### Task brief
In how many lines of the data below does the word "Temple" appear? Reply with the number and nothing more.

[Opening Information shown section]

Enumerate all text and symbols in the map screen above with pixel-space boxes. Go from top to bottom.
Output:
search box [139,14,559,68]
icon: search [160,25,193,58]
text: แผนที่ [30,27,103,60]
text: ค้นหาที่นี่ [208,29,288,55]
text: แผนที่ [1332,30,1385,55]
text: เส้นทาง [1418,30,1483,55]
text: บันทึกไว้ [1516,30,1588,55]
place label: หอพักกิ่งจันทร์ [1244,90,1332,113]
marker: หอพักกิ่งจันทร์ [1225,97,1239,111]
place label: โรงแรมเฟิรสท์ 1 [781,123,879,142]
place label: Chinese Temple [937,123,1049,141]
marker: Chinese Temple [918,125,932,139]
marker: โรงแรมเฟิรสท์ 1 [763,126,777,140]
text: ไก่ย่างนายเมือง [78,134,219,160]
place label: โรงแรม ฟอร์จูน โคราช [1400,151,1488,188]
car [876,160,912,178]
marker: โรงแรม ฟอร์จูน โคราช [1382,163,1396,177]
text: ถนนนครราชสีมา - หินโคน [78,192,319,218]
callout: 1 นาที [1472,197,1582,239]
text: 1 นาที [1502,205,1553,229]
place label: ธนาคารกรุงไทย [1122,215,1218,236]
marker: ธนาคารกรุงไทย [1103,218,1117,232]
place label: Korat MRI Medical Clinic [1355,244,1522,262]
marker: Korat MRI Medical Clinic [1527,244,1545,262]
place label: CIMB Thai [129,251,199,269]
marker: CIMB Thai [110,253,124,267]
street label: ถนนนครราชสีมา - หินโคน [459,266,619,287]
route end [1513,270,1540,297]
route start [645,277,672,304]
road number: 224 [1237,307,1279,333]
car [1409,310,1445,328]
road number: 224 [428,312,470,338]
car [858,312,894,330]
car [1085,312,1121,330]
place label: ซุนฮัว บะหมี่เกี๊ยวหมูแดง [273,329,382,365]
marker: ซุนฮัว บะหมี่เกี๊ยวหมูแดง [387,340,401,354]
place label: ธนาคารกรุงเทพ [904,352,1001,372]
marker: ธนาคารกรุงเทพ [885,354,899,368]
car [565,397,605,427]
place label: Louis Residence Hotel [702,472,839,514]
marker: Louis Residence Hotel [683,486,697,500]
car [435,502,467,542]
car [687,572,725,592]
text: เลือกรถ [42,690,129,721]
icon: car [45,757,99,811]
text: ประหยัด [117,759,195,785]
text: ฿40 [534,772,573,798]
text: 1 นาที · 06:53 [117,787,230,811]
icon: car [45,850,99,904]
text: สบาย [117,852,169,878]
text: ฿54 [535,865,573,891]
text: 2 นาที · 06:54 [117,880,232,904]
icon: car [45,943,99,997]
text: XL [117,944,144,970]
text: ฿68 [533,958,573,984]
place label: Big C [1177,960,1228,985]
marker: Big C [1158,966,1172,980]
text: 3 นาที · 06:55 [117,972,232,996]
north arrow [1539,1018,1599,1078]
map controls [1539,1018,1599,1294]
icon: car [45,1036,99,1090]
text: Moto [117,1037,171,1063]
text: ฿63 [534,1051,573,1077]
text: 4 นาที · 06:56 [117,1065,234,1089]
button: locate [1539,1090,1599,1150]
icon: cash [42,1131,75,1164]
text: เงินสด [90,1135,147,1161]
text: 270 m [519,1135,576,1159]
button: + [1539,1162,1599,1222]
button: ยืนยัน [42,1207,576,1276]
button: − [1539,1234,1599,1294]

[Closing Information shown section]

### Exercise answer
2